RECORDS: Begin

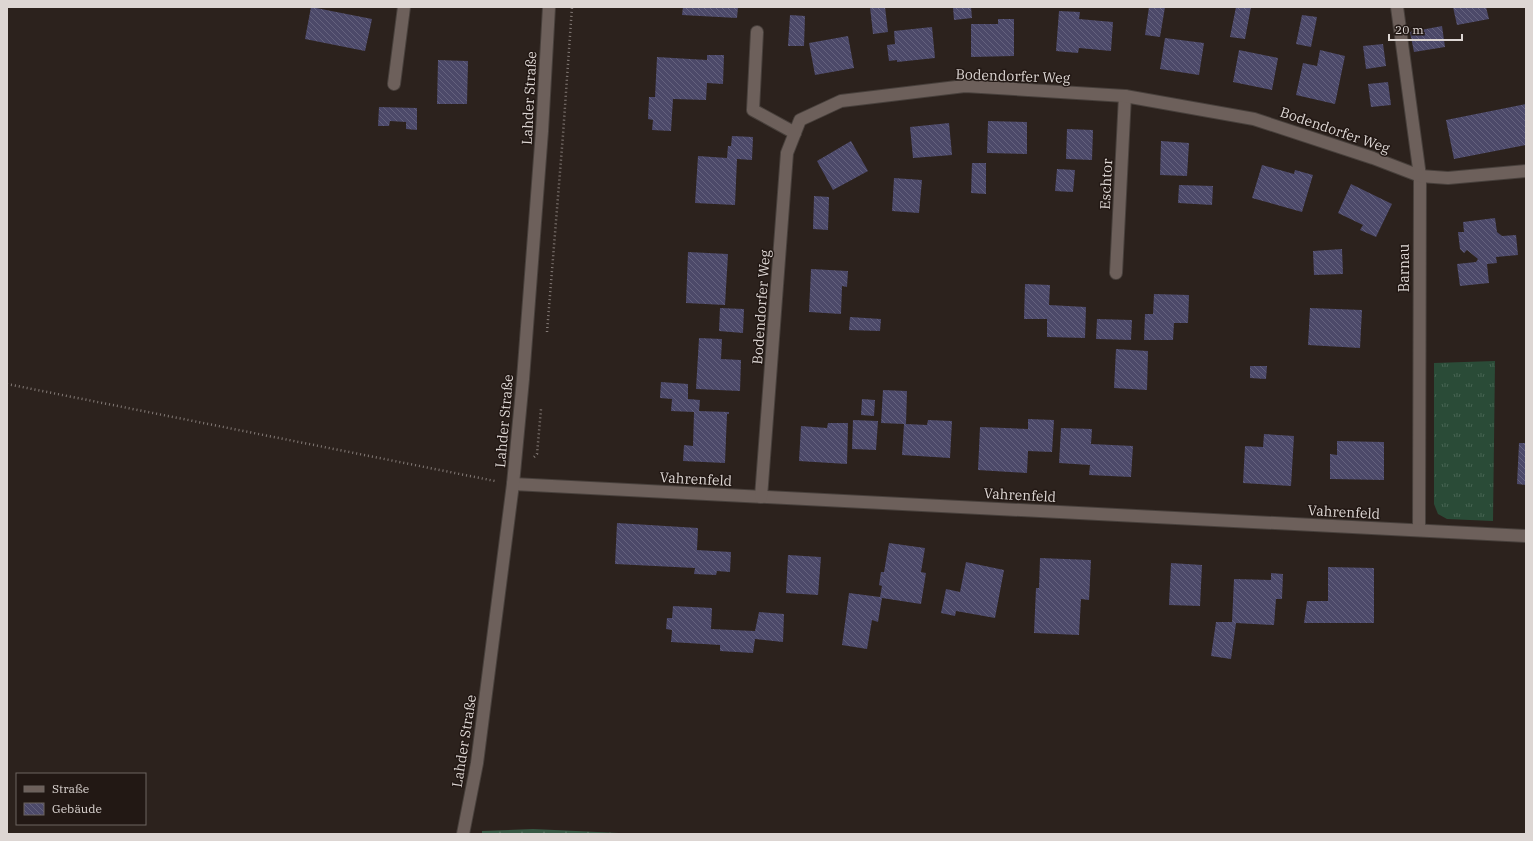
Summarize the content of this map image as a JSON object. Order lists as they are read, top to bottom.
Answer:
{
  "streets": {
    "street": [
      "Bodendorfer Weg",
      "Lahder Straße",
      "Eschtor",
      "Barnau",
      "Vahrenfeld"
    ]
  },
  "crossings": [
    ["Bodendorfer Weg", "Eschtor"],
    ["Bodendorfer Weg", "Barnau"],
    ["Bodendorfer Weg", "Vahrenfeld"],
    ["Lahder Straße", "Vahrenfeld"],
    ["Barnau", "Vahrenfeld"]
  ],
  "legend": ["Straße", "Gebäude"],
  "scale_bar": "20 m"
}
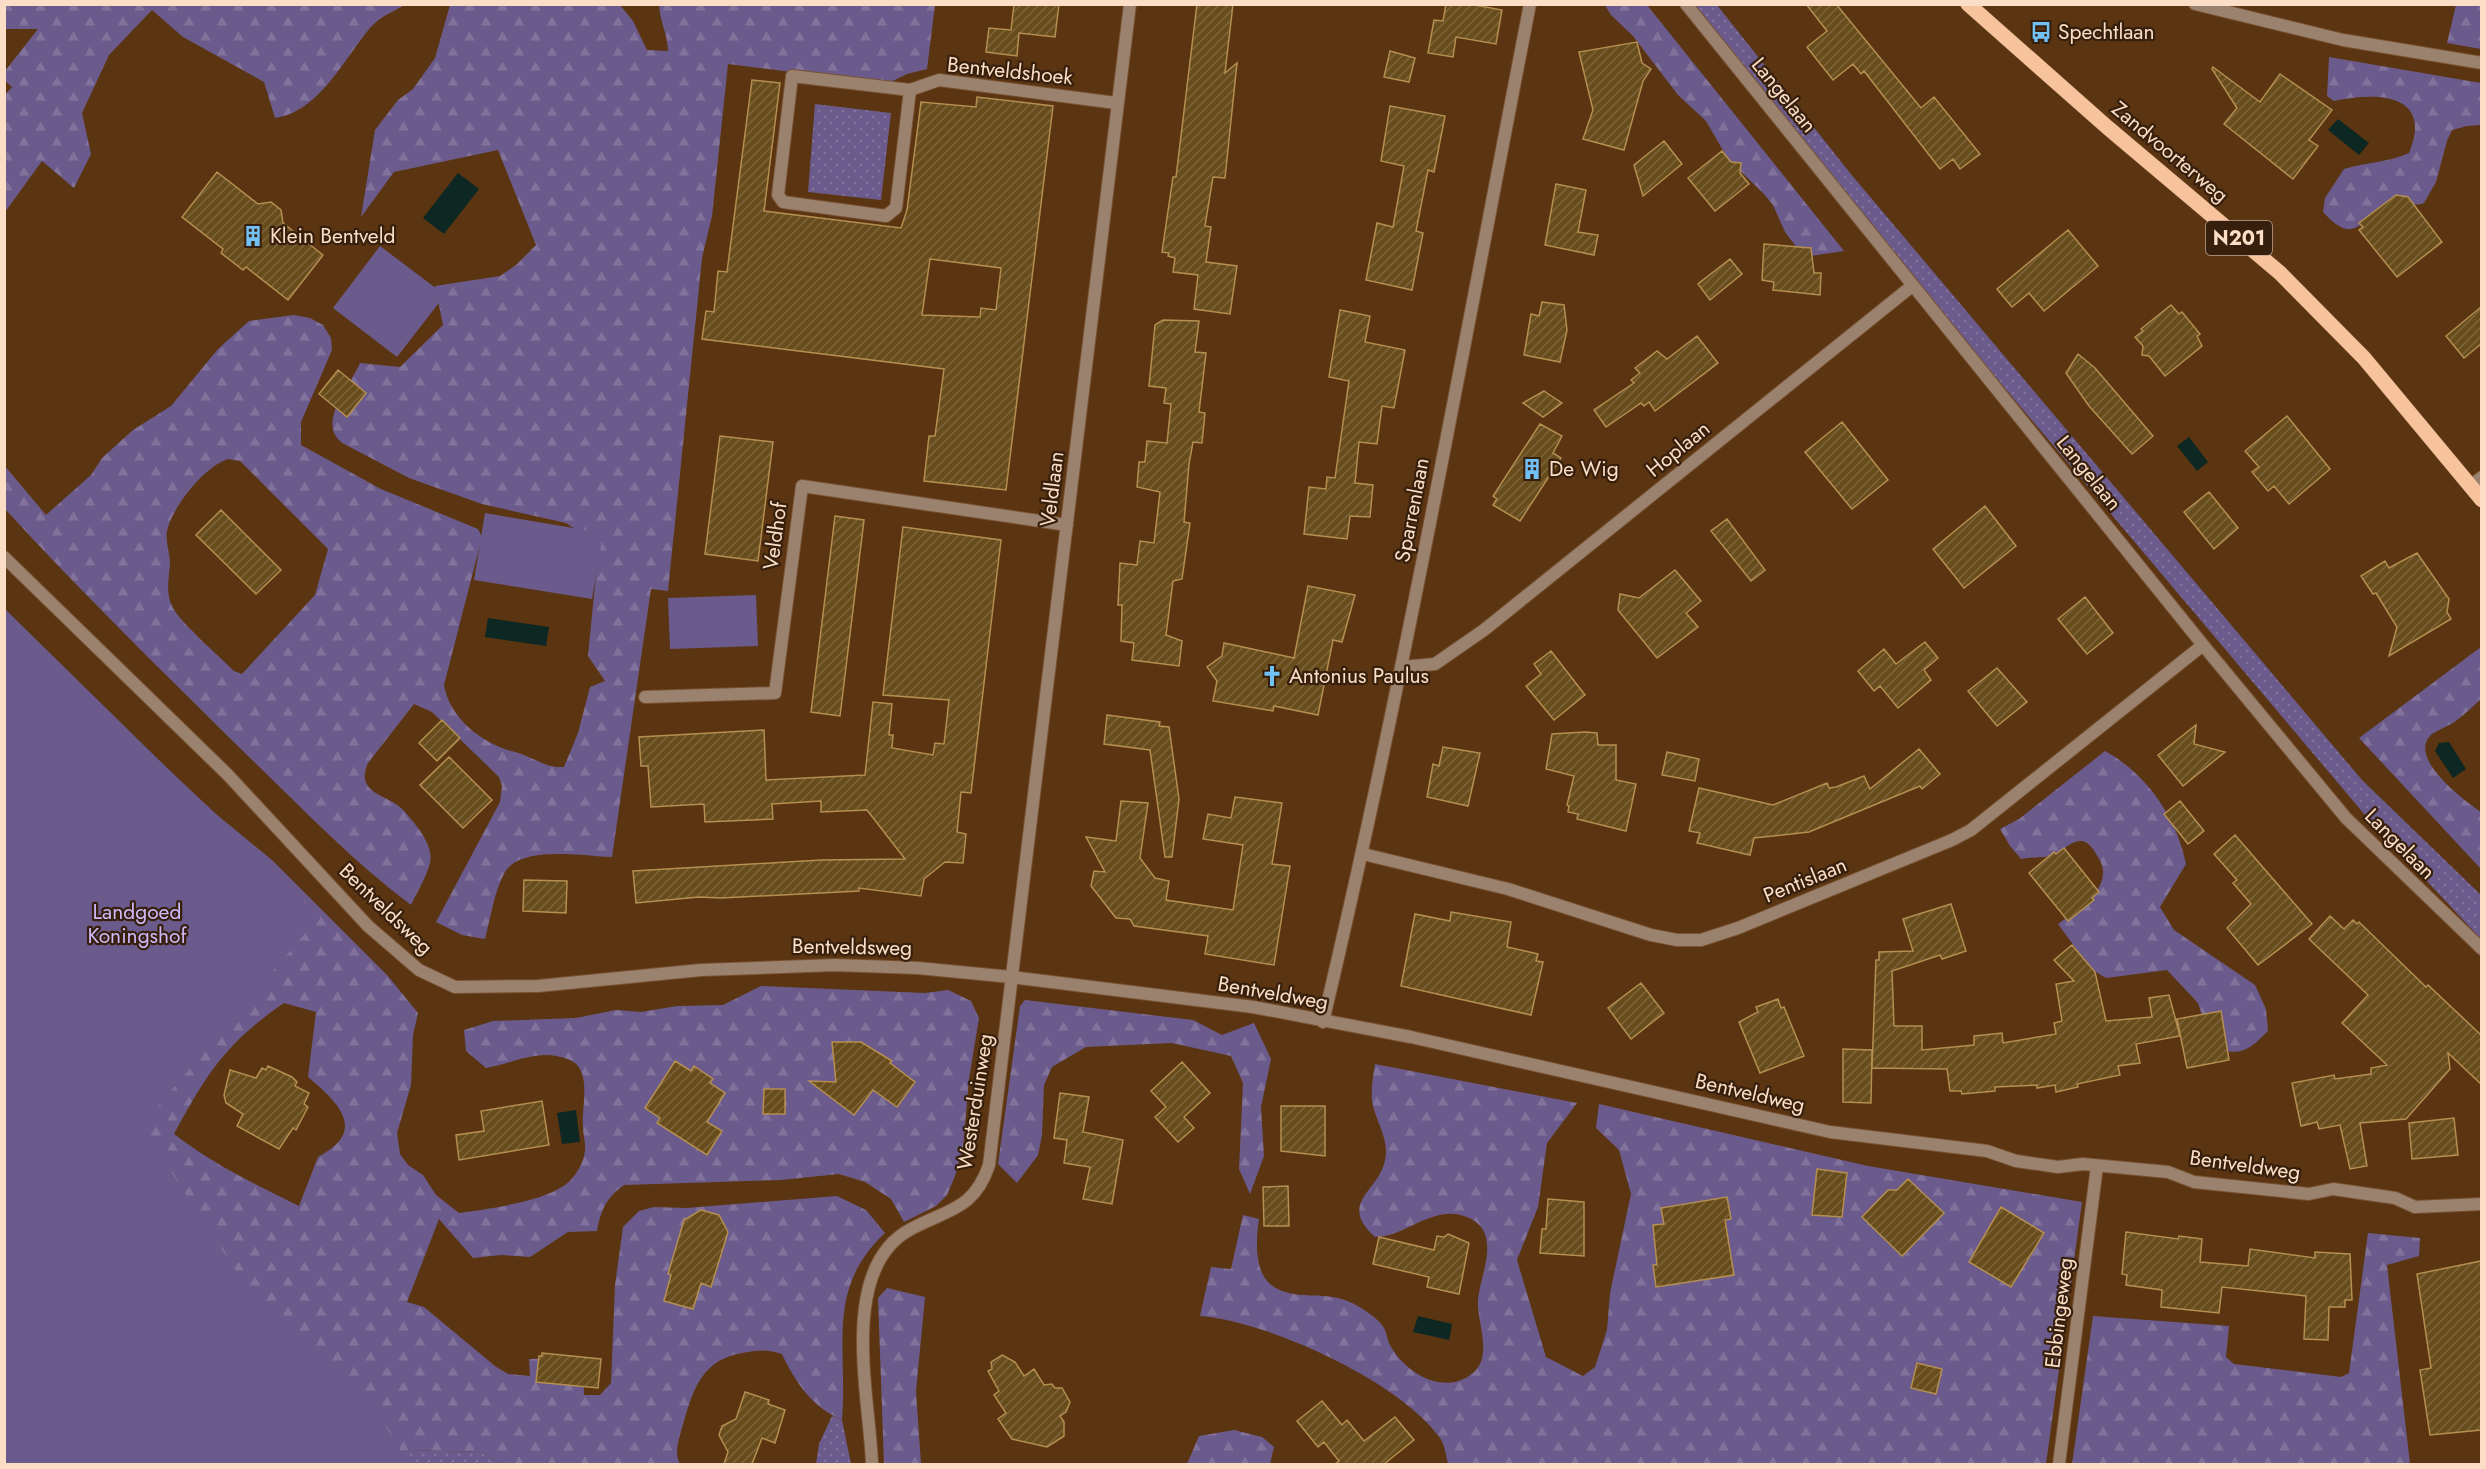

RECORDS: End

PROBLEM TO WORK ON
Copy all the lines of data exactly as they appear, dropping any images.

RESPONSE TO THIS EXERCISE
Summarize the content of this map image as a JSON object. Order lists as they are read, top to bottom.
Answer:
{
  "streets": {
    "street": [
      "Bodendorfer Weg",
      "Lahder Straße",
      "Eschtor",
      "Barnau",
      "Vahrenfeld"
    ]
  },
  "crossings": [
    ["Bodendorfer Weg", "Eschtor"],
    ["Bodendorfer Weg", "Barnau"],
    ["Bodendorfer Weg", "Vahrenfeld"],
    ["Lahder Straße", "Vahrenfeld"],
    ["Barnau", "Vahrenfeld"]
  ],
  "legend": ["Straße", "Gebäude"],
  "scale_bar": "20 m"
}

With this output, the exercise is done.